What is still not clear is whether Balawi was working for Al-Qaeda from the start as a deliberate plant or if he was turned in Pakistan as the Jordanians claim.

Yesterday a video appeared posthumously on an Arabic news channel in which Balawi appeared alongside Hakimullah Mehsud, leader of the Pakistan Taliban (TTP). Hakimullah took over last summer from Baitullah Mehsud who was killed in a US drone attack.

Speaking in Arabic and wearing traditional Arabic dress, the Jordanian doctor said all jihadists must attack US targets to revenge the killing of the Pakistani Taliban leader. “We will never forget the blood of our emir Baitullah Mehsud,” he said. “We will always demand revenge for him inside America and outside.”

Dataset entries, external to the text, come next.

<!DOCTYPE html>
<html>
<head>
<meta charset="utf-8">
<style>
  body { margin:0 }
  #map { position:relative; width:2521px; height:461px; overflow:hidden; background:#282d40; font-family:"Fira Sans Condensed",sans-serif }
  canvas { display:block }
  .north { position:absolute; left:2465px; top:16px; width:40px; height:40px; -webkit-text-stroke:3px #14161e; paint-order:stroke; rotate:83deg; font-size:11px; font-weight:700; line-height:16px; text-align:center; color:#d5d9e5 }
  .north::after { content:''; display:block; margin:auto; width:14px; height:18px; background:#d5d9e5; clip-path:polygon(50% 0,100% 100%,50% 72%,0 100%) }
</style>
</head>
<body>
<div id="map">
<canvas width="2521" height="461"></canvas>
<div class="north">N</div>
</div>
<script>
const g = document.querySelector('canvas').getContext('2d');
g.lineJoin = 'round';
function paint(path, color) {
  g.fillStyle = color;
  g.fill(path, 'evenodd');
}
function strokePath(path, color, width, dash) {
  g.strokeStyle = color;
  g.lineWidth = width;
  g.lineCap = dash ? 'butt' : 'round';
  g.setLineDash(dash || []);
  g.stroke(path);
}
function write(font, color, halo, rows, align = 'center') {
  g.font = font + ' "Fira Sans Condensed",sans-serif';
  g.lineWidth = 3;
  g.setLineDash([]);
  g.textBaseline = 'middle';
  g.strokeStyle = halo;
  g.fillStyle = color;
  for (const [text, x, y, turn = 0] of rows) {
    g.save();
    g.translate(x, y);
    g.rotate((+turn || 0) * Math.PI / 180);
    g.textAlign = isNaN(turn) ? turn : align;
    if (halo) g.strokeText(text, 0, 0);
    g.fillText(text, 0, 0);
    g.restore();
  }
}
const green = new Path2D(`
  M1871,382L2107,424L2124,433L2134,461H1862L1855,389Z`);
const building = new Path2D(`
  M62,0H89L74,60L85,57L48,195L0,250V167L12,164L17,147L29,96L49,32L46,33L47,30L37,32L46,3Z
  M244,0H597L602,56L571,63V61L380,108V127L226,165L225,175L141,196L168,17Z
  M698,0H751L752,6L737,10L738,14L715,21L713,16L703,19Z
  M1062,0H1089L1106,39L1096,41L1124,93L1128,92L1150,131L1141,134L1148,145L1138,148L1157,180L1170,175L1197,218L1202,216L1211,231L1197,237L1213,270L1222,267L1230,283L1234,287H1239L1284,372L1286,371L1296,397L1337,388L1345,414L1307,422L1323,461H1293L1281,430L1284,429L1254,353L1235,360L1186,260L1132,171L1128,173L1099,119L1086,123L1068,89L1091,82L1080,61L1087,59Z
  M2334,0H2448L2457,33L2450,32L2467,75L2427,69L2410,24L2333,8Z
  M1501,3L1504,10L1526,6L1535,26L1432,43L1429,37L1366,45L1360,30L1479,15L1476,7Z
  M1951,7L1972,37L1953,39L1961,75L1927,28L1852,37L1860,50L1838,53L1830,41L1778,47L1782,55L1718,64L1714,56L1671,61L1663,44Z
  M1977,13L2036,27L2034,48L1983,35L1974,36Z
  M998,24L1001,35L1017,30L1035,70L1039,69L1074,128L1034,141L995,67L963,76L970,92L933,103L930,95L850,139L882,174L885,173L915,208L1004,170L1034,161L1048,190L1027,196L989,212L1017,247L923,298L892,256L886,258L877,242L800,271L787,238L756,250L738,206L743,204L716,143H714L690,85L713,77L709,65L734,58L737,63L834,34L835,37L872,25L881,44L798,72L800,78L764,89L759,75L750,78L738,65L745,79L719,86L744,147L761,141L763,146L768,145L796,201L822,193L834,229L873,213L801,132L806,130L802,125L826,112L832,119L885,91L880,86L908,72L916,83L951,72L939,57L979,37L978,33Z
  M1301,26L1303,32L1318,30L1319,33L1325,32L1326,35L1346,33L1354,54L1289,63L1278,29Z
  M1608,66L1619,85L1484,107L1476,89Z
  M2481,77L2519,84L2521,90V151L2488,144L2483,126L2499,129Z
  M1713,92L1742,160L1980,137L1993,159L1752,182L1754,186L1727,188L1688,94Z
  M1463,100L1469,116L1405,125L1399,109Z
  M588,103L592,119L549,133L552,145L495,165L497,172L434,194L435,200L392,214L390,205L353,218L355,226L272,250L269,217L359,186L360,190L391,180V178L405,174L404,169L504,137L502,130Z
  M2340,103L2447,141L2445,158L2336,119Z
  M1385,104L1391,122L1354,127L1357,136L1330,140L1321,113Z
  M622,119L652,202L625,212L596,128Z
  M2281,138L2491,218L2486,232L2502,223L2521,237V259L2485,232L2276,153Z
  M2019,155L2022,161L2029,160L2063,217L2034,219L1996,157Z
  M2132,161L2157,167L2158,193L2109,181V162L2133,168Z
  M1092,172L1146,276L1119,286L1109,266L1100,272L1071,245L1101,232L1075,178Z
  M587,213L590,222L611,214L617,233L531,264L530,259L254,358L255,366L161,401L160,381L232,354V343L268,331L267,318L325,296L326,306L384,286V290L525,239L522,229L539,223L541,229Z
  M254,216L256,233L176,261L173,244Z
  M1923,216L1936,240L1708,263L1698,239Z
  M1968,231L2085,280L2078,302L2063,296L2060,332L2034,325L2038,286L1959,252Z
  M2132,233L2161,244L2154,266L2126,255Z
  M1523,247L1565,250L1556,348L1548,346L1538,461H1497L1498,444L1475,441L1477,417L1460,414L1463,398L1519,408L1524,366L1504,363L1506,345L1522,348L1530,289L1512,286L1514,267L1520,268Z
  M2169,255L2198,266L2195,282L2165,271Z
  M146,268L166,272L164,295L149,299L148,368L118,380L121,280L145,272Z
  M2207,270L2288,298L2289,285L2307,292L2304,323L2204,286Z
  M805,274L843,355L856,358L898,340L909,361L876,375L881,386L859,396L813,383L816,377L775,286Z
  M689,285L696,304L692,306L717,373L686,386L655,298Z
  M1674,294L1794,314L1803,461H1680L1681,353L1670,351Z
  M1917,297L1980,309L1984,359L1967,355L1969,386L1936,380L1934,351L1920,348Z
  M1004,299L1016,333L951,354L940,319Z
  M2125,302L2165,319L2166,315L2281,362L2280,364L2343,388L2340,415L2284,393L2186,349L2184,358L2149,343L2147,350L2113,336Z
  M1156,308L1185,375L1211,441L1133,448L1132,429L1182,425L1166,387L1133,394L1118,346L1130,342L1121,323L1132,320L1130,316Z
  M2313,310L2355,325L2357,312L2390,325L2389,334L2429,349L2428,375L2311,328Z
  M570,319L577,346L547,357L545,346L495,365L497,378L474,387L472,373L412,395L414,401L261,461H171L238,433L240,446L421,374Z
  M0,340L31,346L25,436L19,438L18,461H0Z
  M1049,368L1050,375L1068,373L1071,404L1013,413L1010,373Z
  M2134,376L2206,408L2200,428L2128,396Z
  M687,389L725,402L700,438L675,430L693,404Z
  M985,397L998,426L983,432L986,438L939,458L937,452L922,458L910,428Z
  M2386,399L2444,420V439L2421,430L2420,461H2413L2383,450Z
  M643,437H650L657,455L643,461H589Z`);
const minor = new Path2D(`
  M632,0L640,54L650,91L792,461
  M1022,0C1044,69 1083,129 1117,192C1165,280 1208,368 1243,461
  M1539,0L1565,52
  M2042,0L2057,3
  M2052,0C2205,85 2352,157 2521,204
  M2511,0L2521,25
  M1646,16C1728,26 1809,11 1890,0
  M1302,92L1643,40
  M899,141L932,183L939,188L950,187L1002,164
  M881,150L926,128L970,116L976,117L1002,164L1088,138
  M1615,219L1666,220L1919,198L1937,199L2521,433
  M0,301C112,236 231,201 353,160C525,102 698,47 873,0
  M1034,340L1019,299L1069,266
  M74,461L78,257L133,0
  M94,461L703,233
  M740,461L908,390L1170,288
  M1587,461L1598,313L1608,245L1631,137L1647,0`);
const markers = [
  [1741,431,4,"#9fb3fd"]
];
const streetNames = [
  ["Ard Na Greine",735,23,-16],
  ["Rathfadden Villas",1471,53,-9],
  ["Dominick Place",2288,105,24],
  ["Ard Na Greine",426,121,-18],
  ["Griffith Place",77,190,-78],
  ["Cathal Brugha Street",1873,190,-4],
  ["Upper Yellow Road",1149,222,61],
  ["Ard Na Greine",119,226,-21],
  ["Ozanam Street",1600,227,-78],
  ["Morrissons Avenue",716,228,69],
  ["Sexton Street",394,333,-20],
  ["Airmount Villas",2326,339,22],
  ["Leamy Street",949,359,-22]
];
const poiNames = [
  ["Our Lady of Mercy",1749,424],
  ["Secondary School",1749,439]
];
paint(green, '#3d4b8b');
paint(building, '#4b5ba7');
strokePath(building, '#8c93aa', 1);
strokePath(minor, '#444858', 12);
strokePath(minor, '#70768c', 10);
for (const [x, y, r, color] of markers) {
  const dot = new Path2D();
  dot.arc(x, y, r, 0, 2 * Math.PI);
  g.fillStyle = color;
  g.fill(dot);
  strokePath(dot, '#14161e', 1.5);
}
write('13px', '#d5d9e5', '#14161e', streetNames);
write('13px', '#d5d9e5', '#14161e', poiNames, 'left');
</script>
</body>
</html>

It is the Pakistani links that will most concern the Americans. The TTP has never before carried out an attack inside Afghanistan and the video raises questions about the involvement of the ISI, Pakistan’s intelligence service which has close links with the Haqqani network.

One US official said the chemical fingerprint of the bomb that killed the seven CIA agents matched the kind produced by Pakistani intelligence.

In recent weeks the United States has increased pressure on Pakistani authorities to go after the Haqqanis. But Pakistan’s military has refused to comply, regarding Haqqani — who worked with the CIA in the 1980s — as its “asset”.

This will alarm America almost as much as the fact that its intelligence services were gulled by an Al-Qaeda operative. Pakistan’s co-operation is seen as crucial if headway is to be made against the terrorist group and the Taliban.

Meanwhile, security has been tightened at Chapman. Even the new head of security is searched every time he enters the base. Sniffer dogs are also on patrol.

For the CIA, however, the precautions are way too late.